Target Corp. is stepping up its efforts to remove potentially harmful chemicals from products and to push suppliers to disclose ingredients with a sweeping new chemicals policy that lays out deadlines for the first time.
Under the new policy unveiled Wednesday, the Minneapolis-based retailer said it is committed to ensuring its textile products will be free of perfluorinated chemicals (PFCs) and flame retardants by 2022.
Such chemicals can sometimes be found in products ranging from kids’ uniforms and tablecloths to sleeping bags and rugs. In addition, it has pledged to remove six chemicals, including phthalates and formaldehyde, from beauty, baby care, personal care and household cleaning products by 2020.
“These are definitely ambitious goals,” said Jennifer Silberman, Target’s chief sustainability officer. “It will be a lot of work … but we are fully committed to working to achieve those goals within those time frames.”
She added that the initial goals are the first in a series that will be rolled out in coming years.
The commitments cover not just Target’s private-owned brands, but also the national brands it carries on its shelves.
They also cover all of the company’s operations — from the products its employees use to clean stores to the chemicals factory workers are exposed to during the manufacturing process.
In addition, Target will work with suppliers toward the goal of having a full list of ingredients used in their products, including what the generic terms like “fragrances” mean.
This has been a particularly difficult nut to crack as cosmetics firms have said those ingredients could be trade secrets.
Target has set a deadline of 2020 as a goal for having all of its beauty, baby, personal care and household cleaning goods reach full transparency.
“We fully understand that it’s important to respect confidential formulations,” Silberman said. “There are options for how those companies can disclose the information, whether they give us full disclosure or if there’s a black-box type of disclosure.”
The term fragrances, said Beth Kemler with the advocacy group Safer Chemicals, Healthy Families, can include dozens to as many as 100 ingredients, some of which could be toxic.

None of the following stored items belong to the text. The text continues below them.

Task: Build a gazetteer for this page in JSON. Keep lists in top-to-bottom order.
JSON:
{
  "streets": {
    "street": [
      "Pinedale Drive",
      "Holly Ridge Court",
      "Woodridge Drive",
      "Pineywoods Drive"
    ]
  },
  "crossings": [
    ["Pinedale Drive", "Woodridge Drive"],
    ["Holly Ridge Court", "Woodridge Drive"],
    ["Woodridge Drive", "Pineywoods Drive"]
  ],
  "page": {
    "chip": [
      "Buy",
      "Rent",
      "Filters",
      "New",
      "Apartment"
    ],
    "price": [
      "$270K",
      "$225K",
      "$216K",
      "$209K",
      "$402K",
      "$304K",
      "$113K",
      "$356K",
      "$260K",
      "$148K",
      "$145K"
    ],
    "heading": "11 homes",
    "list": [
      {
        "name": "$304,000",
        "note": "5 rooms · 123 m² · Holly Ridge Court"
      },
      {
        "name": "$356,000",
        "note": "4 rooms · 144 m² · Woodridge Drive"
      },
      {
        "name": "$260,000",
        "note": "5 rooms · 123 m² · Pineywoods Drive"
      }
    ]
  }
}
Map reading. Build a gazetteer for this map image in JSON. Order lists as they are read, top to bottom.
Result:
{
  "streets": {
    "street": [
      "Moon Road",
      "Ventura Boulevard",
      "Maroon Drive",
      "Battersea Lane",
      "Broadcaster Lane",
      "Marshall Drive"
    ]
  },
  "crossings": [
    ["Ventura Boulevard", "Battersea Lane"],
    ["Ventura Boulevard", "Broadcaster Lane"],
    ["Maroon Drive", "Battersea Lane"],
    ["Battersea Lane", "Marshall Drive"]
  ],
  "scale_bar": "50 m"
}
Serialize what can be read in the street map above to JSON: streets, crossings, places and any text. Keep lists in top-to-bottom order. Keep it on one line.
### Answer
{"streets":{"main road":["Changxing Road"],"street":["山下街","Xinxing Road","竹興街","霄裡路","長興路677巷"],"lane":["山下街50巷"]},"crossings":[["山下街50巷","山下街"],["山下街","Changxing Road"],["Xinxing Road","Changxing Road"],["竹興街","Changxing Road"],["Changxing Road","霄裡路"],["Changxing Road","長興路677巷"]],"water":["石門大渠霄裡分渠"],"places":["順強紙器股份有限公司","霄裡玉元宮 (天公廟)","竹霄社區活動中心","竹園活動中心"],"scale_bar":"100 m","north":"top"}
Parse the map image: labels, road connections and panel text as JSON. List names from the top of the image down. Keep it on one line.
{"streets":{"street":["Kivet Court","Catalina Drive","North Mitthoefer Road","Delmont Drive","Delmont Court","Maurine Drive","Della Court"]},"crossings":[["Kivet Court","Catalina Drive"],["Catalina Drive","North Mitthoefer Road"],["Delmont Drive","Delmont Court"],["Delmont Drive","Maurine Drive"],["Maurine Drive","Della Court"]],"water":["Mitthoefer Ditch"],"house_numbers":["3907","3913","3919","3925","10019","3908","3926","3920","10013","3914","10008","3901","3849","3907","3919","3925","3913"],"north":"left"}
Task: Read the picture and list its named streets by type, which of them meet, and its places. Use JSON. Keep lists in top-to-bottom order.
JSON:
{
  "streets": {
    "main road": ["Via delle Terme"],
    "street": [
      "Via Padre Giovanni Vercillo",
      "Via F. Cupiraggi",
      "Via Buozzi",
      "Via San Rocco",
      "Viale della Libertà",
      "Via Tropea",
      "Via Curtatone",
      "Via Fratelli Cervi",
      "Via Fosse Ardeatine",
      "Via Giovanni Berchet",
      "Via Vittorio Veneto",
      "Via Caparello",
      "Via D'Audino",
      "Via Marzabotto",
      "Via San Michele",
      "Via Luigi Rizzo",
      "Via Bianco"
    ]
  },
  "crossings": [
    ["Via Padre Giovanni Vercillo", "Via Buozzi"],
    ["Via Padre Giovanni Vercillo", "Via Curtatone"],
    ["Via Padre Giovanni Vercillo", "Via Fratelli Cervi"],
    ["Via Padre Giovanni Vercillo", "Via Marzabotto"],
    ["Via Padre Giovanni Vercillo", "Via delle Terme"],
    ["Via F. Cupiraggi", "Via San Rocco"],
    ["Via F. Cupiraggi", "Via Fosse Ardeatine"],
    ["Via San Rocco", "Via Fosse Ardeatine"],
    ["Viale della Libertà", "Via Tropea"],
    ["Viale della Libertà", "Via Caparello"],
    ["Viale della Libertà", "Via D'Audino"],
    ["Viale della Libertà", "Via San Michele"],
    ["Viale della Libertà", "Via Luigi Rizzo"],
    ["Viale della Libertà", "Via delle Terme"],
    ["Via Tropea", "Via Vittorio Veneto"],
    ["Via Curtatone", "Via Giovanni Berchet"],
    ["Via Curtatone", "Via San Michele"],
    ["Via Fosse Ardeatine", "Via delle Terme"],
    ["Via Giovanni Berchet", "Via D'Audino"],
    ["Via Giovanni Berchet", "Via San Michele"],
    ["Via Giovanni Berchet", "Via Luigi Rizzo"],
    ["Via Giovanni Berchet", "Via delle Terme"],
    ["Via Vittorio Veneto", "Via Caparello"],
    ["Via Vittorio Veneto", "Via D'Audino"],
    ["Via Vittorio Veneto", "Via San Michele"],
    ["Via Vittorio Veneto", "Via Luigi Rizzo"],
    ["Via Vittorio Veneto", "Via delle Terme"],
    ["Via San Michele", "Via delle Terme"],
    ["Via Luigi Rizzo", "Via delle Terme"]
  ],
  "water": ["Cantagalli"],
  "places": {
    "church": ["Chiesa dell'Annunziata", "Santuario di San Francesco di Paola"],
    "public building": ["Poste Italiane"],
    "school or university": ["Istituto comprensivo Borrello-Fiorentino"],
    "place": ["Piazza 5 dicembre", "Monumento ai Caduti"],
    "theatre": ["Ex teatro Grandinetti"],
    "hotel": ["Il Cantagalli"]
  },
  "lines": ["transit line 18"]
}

“If using their market power, Target can get big brands to disclose what’s in their ingredients, that would be really huge,” she said.
She added that Target and Wal-Mart have been leaders among major retailers in pushing for more transparency from suppliers and getting rid of potentially harmful chemicals.
Both retailers were given a “B” grade in the report card her group put out in November, the highest grades given to the 11 companies it rated. Costco and Amazon were given an “F.”
Target’s announcement is also significant in that the company is putting some time frames around its goals, said Kemler.
“The deadlines are huge in showing they are committed as a company and are not just paying lip service to it,” she said.
In July, Wal-Mart asked its suppliers to remove formaldehyde, triclosan and six other substances from their products.
The changes have come as customers have voiced more concerns about chemicals used in products.
Target’s new policy unveiled Wednesday is its latest step after working on this issue for several years.
In 2013, it set up a sustainability index to internally score products on the toxicity of chemicals used in the products and in packaging. Those grades have helped guide which products Target stocks on its shelves.
As part of that process, Target and Wal-Mart, which has a similar grading system, have been asking suppliers to disclose all of the ingredients.
Target has used the index to fuel rolling out new initiatives such as its Made to Matter collection, a curated group of exclusive and better-for-you, greener products from national brands.
The retailer also said Wednesday that it will help suppliers find safer alternatives to replace some of these potentially harmful chemicals.
It has pledged to invest up to $5 million over the next five years in green chemistry innovation.